Quelques remarques sur le revenu universel

 

Bonjour!

Le revenu universel, dit aussi allocation universelle ou revenu de base, qui serait octroyé inconditionnellement à tout·e citoyen·ne, indépendamment de toute activité, toute autre rémunération ou toute condition de patrimoine, est un sujet qui traverse toutes les orientations politiques. On le voit défendu de la gauche de gauche à l’extrême-droite, ce qui donne à méditer…

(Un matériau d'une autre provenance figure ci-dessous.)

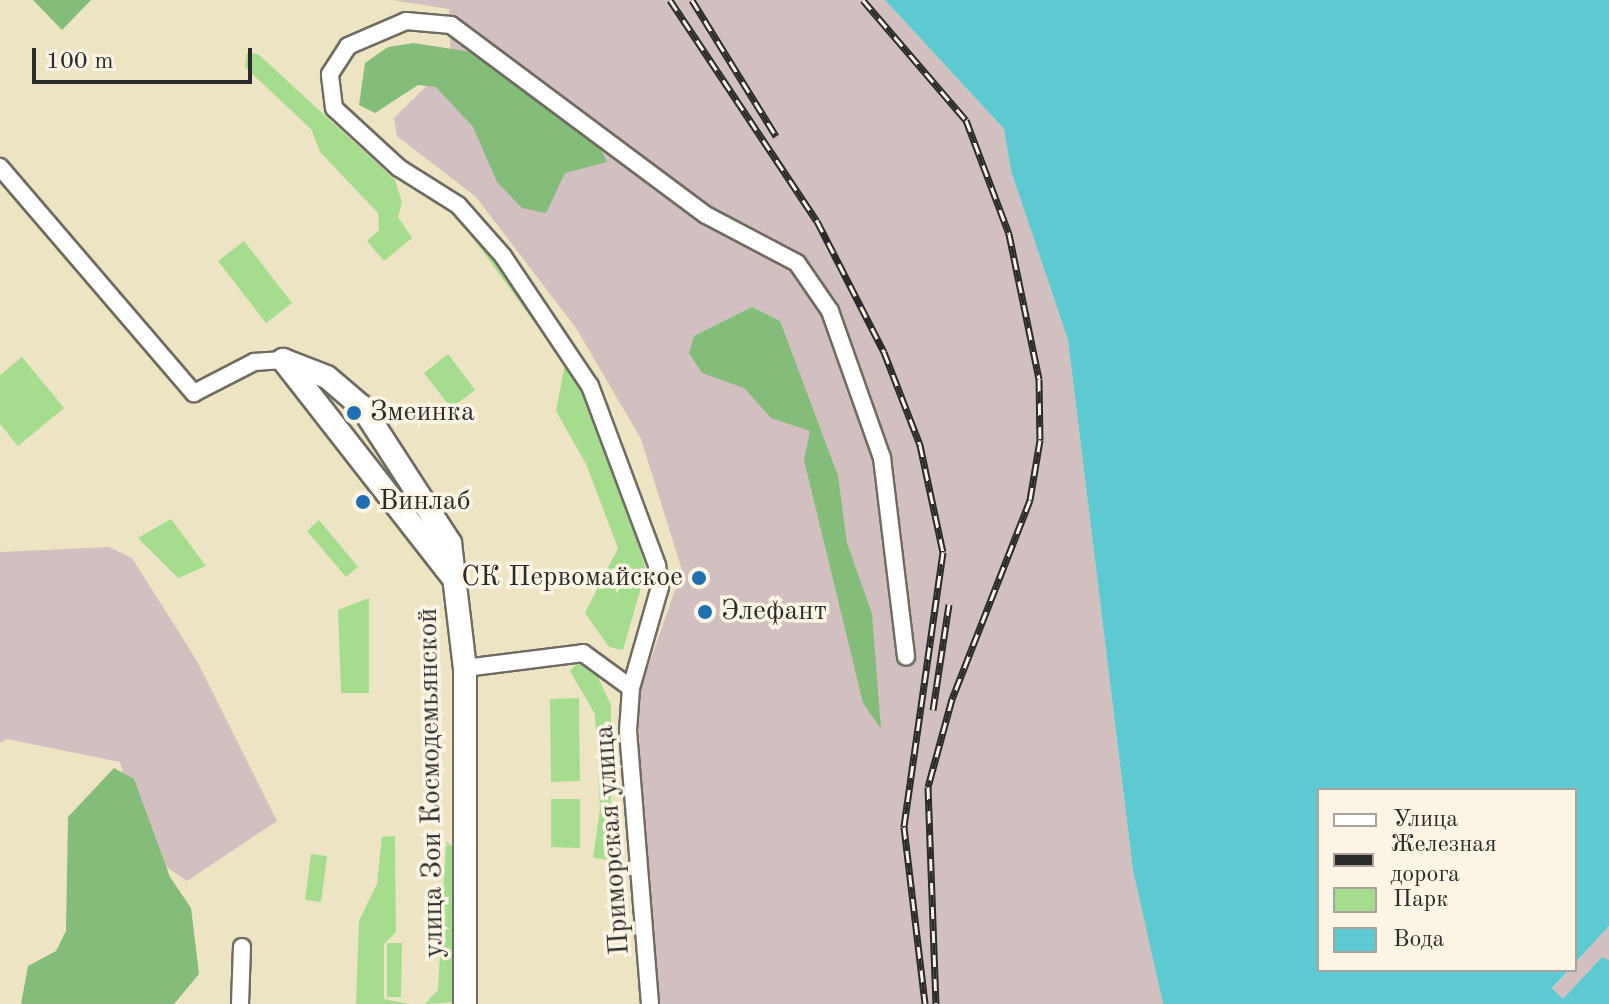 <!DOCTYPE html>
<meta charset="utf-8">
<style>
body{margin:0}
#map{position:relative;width:1609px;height:1004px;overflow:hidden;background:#ede4c4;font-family:"Old Standard TT",serif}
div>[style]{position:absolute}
.industrial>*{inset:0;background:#d2bfbf}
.green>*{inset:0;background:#a5dc8e}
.forest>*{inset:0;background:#84bc79}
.water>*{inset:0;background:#5ccad0}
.roads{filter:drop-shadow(2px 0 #6f6c61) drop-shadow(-2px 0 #6f6c61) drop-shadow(0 2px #6f6c61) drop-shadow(0 -2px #6f6c61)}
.street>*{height:16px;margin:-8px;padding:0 8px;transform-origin:8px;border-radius:8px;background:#fff}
.secondary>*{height:22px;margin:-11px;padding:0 11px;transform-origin:11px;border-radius:11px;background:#fff}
.rail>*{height:7px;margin-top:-3.5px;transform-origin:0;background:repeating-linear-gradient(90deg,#fcf5e5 0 12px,#2b2b2b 0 24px);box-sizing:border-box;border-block:2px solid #2b2b2b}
.dots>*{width:22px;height:22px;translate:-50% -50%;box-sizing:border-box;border:4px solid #fcf5e5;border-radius:50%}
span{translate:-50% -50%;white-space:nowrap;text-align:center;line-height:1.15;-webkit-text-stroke:7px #fcf5e5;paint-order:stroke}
.poi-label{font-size:28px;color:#2b2b2b}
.left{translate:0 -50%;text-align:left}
.right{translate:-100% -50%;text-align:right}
.street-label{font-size:28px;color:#2b2b2b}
.legend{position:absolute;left:1317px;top:788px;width:260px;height:184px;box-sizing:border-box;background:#fcf5e5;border:2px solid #a8a49b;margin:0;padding:10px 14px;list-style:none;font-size:24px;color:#2b2b2b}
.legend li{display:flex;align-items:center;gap:16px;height:40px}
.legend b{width:40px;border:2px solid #a8a49b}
.scale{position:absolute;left:32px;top:48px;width:220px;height:36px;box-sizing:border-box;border:4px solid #2b2b2b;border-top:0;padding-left:10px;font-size:24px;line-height:28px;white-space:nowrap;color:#2b2b2b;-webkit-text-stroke:6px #fcf5e5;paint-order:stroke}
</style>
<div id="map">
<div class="industrial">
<div style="clip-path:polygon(392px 0,885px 0,1004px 129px,1011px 171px,1068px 340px,1133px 870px,1163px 1004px,648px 1004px,638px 696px,682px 570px,641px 439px,576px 328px,476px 197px,397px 136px,394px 118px,451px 62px,449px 9px)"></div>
<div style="clip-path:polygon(109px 547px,132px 558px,197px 661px,277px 821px,187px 881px,146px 853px,120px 762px,7px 739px,0 743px,0 552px)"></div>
<div style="clip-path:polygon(1609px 926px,1609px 960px,1602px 957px,1563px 999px,1552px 989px)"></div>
</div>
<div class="green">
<div style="clip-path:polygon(247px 53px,258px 54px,395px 180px,402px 202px,398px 217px,412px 238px,384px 261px,367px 241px,379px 230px,378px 213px,320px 152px,311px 129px,245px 67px)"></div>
<div style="clip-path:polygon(459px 219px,477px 232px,570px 361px,620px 482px,646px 570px,623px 650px,609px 647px,585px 613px,618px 548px,586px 464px,556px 411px,565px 364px)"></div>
<div style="clip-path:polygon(244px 241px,292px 303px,266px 323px,218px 261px)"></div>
<div style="clip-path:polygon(448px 354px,475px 390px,451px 408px,424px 373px)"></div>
<div style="clip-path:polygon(22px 357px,64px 408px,18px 446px,0 424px,0 375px)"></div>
<div style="clip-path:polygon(171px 519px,206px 566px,178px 578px,138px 538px)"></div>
<div style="clip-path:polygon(319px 520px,358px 567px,346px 577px,307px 531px)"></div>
<div style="clip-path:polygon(369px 598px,369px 693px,341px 693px,338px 610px)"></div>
<div style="clip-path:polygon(581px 659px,594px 669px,611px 705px,611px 860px,593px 858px,600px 809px,595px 714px,570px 671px)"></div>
<div style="clip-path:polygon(579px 698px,580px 781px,551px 782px,550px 699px)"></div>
<div style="clip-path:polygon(551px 799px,580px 799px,580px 848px,551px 847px)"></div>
<div style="clip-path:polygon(395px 836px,396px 932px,384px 944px,384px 999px,409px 1004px,356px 1004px,359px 921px,377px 884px,382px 837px)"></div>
<div style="clip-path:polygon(446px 842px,456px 849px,454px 1002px,425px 1004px,438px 990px)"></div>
<div style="clip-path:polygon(311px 854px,327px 856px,321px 902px,305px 900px)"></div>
<div style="clip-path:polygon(387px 943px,402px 943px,401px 997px,387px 997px)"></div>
</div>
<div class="forest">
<div style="clip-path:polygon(33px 0,91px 0,62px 30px)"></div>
<div style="clip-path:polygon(414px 43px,471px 52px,600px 148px,607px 162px,565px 173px,546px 213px,522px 208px,497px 182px,473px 127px,436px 87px,418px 85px,375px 113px,359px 105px,365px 63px,388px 47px)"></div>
<div style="clip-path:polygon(752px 307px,780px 321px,838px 476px,847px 543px,872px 614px,881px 729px,863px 703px,804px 460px,810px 431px,771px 418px,744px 388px,702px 373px,689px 353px,694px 336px)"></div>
<div style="clip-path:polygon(114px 768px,134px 779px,170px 877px,191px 908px,199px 974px,174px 1004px,21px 1004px,28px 966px,56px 951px,66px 931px,68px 817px)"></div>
</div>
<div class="water">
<div style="clip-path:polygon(885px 0,1609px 0,1609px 926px,1575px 963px,1575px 790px,1319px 790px,1319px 970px,1569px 970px,1552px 988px,1563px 999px,1602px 957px,1609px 960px,1609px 1004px,1163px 1004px,1133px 870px,1068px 340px,1011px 171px,1004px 129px)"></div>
</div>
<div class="roads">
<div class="street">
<div style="left:0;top:167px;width:298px;rotate:49.4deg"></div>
<div style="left:194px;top:393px;width:68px;rotate:-27.3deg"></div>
<div style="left:254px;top:362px;width:29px;rotate:-4deg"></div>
<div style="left:465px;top:668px;width:119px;rotate:-7.2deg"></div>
<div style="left:583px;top:653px;width:59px;rotate:36.1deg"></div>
<div style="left:240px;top:1004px;width:57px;rotate:-88deg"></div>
<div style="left:650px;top:1004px;width:274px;rotate:-94.6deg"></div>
<div style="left:628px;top:731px;width:43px;rotate:-86deg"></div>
<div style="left:631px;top:688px;width:105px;rotate:-74deg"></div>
<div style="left:660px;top:587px;width:22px;rotate:-98deg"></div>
<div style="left:657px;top:565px;width:191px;rotate:-110.5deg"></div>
<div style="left:590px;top:386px;width:156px;rotate:-123.8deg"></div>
<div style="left:503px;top:256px;width:68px;rotate:-131.4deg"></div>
<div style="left:458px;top:205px;width:70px;rotate:-147.9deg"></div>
<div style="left:399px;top:168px;width:88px;rotate:-137.3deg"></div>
<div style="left:334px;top:108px;width:34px;rotate:-97deg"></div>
<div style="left:330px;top:74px;width:33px;rotate:-57deg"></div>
<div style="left:348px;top:46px;width:63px;rotate:-23.3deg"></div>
<div style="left:406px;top:21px;width:45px;rotate:5.1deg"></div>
<div style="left:451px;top:25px;width:318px;rotate:36.7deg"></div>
<div style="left:706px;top:215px;width:103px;rotate:27.8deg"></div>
<div style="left:797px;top:263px;width:58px;rotate:55.5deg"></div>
<div style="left:830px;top:311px;width:156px;rotate:70.5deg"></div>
<div style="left:882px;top:458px;width:200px;rotate:83.1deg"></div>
</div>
<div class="secondary">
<div style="left:283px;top:360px;width:47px;rotate:21.1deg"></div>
<div style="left:327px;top:377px;width:46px;rotate:40.6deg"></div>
<div style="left:362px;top:407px;width:162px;rotate:57.1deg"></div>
<div style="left:450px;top:543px;width:126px;rotate:83.2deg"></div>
<div style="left:465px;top:668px;width:336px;rotate:90deg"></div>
<div style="left:283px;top:360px;width:279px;rotate:52deg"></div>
</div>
</div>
<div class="rail">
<div style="left:670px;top:0;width:265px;rotate:56.4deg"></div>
<div style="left:817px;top:221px;width:147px;rotate:62.9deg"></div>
<div style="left:884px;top:352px;width:100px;rotate:68.8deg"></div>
<div style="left:920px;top:445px;width:109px;rotate:77.9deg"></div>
<div style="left:943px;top:552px;width:278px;rotate:98.1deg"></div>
<div style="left:904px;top:827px;width:178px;rotate:83.2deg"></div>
<div style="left:692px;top:0;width:160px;rotate:58.3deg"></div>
<div style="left:863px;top:0;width:158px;rotate:49.4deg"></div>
<div style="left:966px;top:120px;width:122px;rotate:69.3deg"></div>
<div style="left:1009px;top:234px;width:148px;rotate:78.3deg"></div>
<div style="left:1039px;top:379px;width:61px;rotate:89.1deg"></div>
<div style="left:1040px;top:440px;width:61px;rotate:99.5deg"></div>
<div style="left:1030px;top:500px;width:214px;rotate:111.4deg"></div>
<div style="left:952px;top:699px;width:91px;rotate:105.3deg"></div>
<div style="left:928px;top:787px;width:217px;rotate:87.9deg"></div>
<div style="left:933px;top:710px;width:107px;rotate:-81.4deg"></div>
</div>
<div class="dots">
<div style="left:354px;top:413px;background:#1f6fb2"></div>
<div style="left:363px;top:502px;background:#1f6fb2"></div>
<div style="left:699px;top:578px;background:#1f6fb2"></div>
<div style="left:705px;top:612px;background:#1f6fb2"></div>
</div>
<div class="poi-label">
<span class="left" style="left:370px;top:413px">Змеинка</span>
<span class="left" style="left:379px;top:502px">Винлаб</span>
<span class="right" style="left:683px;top:578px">СК Первомайское</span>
<span class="left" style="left:721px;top:612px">Элефант</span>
</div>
<div class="street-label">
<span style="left:432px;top:783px;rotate:-91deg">улица Зои Космодемьянской</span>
<span style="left:613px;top:840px;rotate:-94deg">Приморская улица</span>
</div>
<ul class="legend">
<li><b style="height:10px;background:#fff"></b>Улица</li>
<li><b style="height:10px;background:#2b2b2b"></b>Железная дорога</li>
<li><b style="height:22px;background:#a5dc8e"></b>Парк</li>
<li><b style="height:22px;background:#5ccad0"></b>Вода</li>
</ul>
<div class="scale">100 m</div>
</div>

Dans le contexte actuel, un revenu universel autour de 700 euros par mois (Finlande: 560 euros, Hamon: 800 euros pour une partie de la jeunesse dans un premier temps), soulagerait la grande pauvreté, mais contribuerait à la poursuite du creusement des inégalités déjà formidablement en place, en exerçant une merveilleuse (pas pour tous) pression à la baisse de salaires déjà bien mal en point.
La Finlande de la droite dure le teste déjà à 560 euros par mois: Ouest-France, https://www.anti-k.org/2016/08/26/finlande-le-revenu-de-base-teste-en-2017-avec-560-euros-par-mois/

Jean Gadrey, estimable économiste émérite de l’université de Lille, explique comment le revenu universel ou revenu de base créerait une nouvelle et forte inégalité entre ceux qui n’auront rien d’autre et ceux qui travailleraient au salaire minimum, soit une « paupérisation relative des minima ». https://www.anti-k.org/2017/01/28/le-revenu-de-base-produit-de-la-pauperisation-relative-des-minimas/

Une autre autorité morale à gauche est Bernard Friot, que l’on pourra entendre à Liège, à La Zone, le 26 juin à 19 heures. On le voit ici expliquer (12 minutes) comment le revenu de base s’insère dans les plans du capital qui visent à supprimer l’emploi comme source d’obligations pour l’employeur. Le capital ne veut plus être employeur. Le travailleur quittera l’emploi, ce qui est une aspiration légitime, mais pour de l’infra-emploi, pour une situation pire que l’emploi. « Le revenu de base est aujourd’hui une pièce maîtresse du projet du capital. »
Extrait d’une conférence à Science po: https://www.anti-k.org/2017/01/20/friot-arguments-decisifs-contre-le-revenu-de-base/

En revanche autour de 2.000 euros, voire 2.300 comme le proposaient les Suisses qui ont engagé (et perdu) une votation sur le sujet, là, il pourrait se passer quelque chose. Ce quelque chose serait en clair une lutte contre la part que s’octroient la finance et le grand management. Cette part va inévitablement se voir réduire un jour, soit par l’effondrement financier, soit par le mouvement social, tant les prédateurs ne s’arrêteront pas d’eux-mêmes, mais seulement sous la contrainte.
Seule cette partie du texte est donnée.